Un aguador de la India tenía dos grandes vasijas, que colgaban de un palo y que llevaba en los hombros cada día. Una de las vasijas tenía varias grietas, mientras que la otra era perfecta y conservaba todo el agua durante el trayecto desde el arroyo hasta la casa de su patrón.A lo largo de muchos años esto fue así; la vasija perfecta estaba muy orgullosa, pues conseguía transportar todo el agua. Pero la pobre vasija agrietada estaba avergonzada de su imperfección: sólo podía retener la mitad del agua. Un dia, la tinaja quebrada le habló al aguador:

– Me quiero disculpar porque, debido a mis grietas, sólo puedes entregar la mitad de mi carga, y sólo obtienes la mitad del valor que deberías recibir. El aguador, apesadumbrado, le dijo compasivamente:

– De regreso a casa quiero que observes las bellísimas flores que crecen a lo largo del camino.

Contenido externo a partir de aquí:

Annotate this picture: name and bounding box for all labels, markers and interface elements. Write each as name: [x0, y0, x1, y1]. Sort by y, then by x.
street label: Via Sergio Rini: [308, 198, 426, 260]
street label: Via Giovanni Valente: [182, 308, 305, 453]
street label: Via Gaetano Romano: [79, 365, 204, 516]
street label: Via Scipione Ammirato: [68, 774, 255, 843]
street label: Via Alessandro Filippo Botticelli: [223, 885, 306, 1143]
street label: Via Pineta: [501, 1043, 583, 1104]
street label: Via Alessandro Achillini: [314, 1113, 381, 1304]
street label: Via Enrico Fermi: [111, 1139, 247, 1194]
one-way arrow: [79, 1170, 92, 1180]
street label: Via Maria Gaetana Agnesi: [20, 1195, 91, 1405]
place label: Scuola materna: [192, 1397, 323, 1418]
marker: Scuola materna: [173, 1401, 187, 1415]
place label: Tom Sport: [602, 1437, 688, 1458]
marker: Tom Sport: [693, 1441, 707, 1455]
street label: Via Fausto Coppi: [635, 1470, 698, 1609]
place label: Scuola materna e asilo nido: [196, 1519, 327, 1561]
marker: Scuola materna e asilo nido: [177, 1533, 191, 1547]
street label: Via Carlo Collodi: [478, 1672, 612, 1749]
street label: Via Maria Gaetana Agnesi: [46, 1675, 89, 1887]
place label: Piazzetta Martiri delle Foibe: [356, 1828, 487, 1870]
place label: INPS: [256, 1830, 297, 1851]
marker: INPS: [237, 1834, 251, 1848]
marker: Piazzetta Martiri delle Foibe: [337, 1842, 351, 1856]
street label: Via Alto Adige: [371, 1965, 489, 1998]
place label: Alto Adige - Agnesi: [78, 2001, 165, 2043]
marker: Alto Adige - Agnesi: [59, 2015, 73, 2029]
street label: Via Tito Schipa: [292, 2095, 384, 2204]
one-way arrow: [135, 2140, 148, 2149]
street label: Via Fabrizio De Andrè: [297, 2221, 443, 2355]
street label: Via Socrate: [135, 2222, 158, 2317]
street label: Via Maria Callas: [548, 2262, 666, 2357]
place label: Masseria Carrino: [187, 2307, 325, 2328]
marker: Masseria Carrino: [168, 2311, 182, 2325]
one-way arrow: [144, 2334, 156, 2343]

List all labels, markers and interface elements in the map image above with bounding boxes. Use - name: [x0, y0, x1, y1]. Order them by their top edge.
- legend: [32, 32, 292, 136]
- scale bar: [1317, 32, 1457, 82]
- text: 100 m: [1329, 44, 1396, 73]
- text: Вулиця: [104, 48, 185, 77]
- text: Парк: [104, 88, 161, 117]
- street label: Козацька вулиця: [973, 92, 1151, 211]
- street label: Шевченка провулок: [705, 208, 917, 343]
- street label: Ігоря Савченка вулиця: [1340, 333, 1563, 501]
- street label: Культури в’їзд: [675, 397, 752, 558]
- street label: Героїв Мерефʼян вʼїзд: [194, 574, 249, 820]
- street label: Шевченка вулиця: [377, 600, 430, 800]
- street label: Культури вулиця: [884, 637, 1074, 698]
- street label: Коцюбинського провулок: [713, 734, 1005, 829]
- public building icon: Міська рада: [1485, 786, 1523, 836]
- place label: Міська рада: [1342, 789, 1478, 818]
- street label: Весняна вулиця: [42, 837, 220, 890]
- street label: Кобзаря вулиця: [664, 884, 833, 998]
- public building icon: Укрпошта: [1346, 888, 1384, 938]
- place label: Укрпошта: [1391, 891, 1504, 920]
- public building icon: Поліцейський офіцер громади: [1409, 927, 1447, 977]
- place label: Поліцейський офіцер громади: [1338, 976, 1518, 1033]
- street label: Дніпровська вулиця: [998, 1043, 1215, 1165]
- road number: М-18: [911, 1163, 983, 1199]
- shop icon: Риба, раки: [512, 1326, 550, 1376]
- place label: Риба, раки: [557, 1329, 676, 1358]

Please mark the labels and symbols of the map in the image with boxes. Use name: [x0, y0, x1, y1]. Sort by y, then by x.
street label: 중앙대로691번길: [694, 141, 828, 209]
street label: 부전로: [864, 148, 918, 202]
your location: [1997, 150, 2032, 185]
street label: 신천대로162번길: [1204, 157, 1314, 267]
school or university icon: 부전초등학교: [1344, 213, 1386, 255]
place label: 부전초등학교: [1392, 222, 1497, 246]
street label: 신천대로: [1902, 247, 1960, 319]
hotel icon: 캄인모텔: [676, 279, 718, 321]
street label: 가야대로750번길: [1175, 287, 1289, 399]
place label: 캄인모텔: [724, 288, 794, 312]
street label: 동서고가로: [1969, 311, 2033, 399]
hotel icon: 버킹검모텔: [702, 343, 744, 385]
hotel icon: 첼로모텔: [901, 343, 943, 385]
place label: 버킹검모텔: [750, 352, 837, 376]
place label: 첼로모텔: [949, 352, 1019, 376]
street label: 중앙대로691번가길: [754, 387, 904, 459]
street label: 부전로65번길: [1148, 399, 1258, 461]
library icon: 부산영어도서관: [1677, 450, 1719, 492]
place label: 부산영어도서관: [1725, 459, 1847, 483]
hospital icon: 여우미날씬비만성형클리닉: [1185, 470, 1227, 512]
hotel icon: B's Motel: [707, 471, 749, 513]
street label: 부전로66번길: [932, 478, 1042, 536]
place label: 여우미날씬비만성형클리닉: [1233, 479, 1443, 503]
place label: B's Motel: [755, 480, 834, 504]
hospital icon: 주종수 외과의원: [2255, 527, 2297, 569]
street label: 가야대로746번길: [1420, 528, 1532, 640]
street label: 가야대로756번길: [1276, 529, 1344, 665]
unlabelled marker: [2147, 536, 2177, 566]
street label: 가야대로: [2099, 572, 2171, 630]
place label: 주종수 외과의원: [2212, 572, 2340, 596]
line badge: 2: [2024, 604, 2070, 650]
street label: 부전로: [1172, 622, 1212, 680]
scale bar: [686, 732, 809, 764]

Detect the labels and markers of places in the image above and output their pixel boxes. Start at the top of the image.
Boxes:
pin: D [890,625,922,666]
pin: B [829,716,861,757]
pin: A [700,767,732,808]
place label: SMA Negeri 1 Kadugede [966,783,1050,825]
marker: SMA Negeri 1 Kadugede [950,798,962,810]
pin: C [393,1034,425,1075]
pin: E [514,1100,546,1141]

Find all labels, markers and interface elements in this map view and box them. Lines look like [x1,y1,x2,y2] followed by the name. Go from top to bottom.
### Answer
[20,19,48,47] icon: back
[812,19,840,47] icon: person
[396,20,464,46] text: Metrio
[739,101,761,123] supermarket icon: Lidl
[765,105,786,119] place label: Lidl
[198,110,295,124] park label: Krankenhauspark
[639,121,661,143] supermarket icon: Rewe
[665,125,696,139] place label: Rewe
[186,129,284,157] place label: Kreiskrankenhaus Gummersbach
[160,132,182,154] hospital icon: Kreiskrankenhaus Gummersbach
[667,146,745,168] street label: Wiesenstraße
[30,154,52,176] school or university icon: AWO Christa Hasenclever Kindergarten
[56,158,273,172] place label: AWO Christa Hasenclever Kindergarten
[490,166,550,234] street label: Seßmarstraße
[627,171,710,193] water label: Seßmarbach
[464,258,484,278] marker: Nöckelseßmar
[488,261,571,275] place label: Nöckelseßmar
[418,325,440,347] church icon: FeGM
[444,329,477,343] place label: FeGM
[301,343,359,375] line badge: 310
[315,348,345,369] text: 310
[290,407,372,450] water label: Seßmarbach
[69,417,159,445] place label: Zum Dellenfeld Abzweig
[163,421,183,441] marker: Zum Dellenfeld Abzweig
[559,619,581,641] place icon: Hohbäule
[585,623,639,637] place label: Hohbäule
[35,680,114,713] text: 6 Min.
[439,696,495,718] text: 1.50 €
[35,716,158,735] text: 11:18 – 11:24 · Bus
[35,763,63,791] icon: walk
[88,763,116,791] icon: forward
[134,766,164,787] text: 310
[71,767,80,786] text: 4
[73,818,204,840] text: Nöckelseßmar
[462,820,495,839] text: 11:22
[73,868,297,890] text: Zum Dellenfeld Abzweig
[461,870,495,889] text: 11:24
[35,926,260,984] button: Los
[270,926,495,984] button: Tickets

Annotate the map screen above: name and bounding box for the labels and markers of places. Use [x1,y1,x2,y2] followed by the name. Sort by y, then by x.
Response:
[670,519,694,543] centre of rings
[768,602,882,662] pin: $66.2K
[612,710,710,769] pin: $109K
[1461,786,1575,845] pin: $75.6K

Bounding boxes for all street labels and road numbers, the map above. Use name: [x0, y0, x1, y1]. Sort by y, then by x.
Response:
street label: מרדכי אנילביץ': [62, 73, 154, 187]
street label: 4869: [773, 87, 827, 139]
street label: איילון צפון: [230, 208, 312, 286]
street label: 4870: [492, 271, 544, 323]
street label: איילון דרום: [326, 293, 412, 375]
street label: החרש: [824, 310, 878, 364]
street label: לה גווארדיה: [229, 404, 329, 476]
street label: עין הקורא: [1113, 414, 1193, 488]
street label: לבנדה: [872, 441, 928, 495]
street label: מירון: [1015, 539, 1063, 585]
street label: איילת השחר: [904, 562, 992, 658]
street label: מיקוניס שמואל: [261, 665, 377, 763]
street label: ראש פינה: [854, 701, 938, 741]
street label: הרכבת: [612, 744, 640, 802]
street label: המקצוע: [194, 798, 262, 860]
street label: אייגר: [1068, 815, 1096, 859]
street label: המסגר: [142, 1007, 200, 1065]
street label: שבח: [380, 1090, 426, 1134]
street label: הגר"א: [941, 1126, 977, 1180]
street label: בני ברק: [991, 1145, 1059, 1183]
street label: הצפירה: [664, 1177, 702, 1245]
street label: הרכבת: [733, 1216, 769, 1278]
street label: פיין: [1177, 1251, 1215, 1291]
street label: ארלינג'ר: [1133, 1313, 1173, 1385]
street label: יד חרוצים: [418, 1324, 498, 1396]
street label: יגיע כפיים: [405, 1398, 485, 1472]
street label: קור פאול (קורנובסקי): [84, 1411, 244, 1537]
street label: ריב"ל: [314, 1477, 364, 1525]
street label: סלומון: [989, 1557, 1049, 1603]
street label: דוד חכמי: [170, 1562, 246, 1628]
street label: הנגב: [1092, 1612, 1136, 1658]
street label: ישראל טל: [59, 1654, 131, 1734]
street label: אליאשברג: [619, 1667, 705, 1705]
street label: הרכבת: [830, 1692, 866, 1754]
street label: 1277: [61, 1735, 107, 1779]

Así lo hizo la vasija. Y vio flores de radiantes y luminosos colores; pero, de todos modos, se sintió apenada porque al final seguía derramando la mitad del agua. El aguador le dijo entonces:

– ¿Viste que las flores sólo crecen en tu lado del camino? Siempre he sabido de tus grietas, y quise sacar el lado positivo de ello. Sembre semillas de flores por tu lado y todos los días las has regado. Durante dos años yo he podido recoger flores para decorar mi casa. Si no fueras como eres, no habrías podido crear esta belleza.”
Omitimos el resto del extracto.